# RECORDS SHOWN:
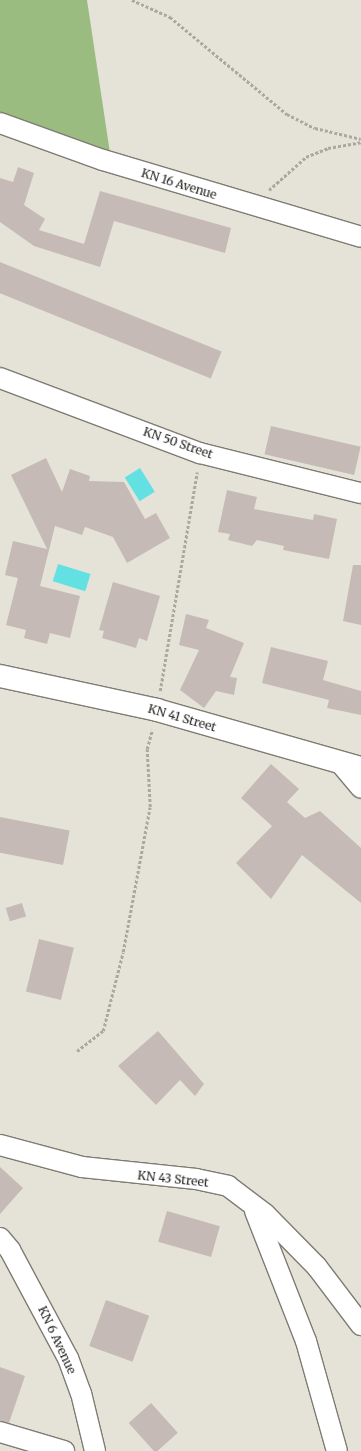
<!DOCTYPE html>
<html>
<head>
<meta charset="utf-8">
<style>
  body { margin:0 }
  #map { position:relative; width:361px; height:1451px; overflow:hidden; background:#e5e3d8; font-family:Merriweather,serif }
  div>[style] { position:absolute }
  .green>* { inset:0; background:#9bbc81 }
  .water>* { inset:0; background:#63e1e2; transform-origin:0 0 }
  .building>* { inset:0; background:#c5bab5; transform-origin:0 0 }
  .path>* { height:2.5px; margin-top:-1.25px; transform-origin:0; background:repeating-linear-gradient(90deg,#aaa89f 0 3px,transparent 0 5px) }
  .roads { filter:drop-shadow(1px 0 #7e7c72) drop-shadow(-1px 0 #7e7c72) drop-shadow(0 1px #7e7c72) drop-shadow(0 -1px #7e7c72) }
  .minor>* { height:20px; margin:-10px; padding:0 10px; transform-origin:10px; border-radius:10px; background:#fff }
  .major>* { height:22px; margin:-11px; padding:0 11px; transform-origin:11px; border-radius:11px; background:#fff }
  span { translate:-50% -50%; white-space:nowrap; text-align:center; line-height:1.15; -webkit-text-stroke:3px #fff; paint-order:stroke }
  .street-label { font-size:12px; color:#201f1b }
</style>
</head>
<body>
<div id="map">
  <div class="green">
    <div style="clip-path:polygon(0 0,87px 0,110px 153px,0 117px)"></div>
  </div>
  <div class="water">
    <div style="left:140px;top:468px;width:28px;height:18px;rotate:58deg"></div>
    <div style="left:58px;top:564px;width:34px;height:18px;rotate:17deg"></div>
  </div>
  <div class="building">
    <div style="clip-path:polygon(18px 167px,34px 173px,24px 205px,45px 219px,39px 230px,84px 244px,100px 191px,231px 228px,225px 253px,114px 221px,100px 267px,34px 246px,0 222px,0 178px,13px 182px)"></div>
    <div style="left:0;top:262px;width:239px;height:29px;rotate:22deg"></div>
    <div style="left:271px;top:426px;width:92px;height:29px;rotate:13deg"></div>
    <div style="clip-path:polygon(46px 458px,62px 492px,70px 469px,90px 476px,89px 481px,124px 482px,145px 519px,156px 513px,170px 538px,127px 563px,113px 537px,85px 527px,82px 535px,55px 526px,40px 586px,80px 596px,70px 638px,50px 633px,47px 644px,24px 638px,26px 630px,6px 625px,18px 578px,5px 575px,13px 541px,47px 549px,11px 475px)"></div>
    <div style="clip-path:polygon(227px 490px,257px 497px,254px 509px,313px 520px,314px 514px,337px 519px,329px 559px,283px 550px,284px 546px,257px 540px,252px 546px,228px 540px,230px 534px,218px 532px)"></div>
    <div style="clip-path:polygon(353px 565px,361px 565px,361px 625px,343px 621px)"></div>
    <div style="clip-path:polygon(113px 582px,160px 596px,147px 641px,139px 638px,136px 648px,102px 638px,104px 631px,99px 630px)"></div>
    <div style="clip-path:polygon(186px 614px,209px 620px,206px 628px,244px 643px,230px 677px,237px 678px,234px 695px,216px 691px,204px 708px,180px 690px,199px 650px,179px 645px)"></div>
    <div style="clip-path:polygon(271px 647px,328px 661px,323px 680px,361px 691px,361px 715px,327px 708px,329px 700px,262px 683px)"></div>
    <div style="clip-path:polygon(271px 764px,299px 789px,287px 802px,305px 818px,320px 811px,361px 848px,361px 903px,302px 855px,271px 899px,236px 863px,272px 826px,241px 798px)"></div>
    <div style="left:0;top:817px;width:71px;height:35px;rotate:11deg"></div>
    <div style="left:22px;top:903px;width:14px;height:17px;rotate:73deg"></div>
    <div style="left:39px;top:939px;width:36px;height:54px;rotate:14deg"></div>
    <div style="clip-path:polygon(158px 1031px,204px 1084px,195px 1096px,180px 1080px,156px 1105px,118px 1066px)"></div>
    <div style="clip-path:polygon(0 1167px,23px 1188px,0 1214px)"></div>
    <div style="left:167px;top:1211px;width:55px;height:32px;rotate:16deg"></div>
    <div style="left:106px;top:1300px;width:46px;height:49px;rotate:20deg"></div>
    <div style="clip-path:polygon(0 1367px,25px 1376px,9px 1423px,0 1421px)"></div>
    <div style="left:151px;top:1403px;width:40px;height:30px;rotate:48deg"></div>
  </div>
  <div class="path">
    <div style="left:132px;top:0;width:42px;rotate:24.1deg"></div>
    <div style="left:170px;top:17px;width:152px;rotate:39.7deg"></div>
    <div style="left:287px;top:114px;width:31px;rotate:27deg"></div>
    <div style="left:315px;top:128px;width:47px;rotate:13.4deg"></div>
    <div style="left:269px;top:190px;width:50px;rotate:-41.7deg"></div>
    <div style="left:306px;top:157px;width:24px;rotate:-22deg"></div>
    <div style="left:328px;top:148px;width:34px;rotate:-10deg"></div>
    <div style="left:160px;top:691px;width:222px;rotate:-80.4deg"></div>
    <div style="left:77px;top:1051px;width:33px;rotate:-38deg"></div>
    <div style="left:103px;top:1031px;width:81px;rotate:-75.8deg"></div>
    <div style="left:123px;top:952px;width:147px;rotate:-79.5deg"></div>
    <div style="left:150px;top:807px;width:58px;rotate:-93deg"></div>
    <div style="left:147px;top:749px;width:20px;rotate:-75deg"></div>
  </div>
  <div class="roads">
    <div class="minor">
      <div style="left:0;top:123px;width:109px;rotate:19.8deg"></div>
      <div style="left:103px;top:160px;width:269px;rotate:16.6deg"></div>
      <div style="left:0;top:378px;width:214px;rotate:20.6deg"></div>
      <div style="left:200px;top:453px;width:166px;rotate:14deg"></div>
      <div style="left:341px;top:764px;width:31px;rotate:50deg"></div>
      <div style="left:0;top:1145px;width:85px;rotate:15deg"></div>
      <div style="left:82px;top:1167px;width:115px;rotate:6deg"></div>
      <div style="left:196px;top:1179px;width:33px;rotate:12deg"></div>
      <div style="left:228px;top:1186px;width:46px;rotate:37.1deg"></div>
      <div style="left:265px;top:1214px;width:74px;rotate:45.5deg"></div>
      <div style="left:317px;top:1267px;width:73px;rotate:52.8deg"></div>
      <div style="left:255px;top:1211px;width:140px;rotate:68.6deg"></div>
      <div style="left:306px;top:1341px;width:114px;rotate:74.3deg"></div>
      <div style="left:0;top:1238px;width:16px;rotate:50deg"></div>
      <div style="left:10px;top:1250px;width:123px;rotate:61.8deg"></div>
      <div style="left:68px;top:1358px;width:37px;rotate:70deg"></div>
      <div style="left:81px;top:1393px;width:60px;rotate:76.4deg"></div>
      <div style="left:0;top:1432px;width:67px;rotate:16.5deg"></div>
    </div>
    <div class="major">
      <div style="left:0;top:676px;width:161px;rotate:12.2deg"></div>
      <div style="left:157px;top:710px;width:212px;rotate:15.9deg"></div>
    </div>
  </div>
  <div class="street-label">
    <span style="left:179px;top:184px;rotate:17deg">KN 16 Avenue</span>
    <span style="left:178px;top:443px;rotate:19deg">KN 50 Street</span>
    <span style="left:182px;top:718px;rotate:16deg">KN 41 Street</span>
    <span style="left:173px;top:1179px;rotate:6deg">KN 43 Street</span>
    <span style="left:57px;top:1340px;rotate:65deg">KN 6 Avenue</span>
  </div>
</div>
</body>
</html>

# EXERCISE DESCRIPTION:
Copy the lines from the entries above in which the word "class" appears.

# WRITTEN ANSWER:
  <div class="green">
  <div class="water">
  <div class="building">
  <div class="path">
  <div class="roads">
    <div class="minor">
    <div class="major">
  <div class="street-label">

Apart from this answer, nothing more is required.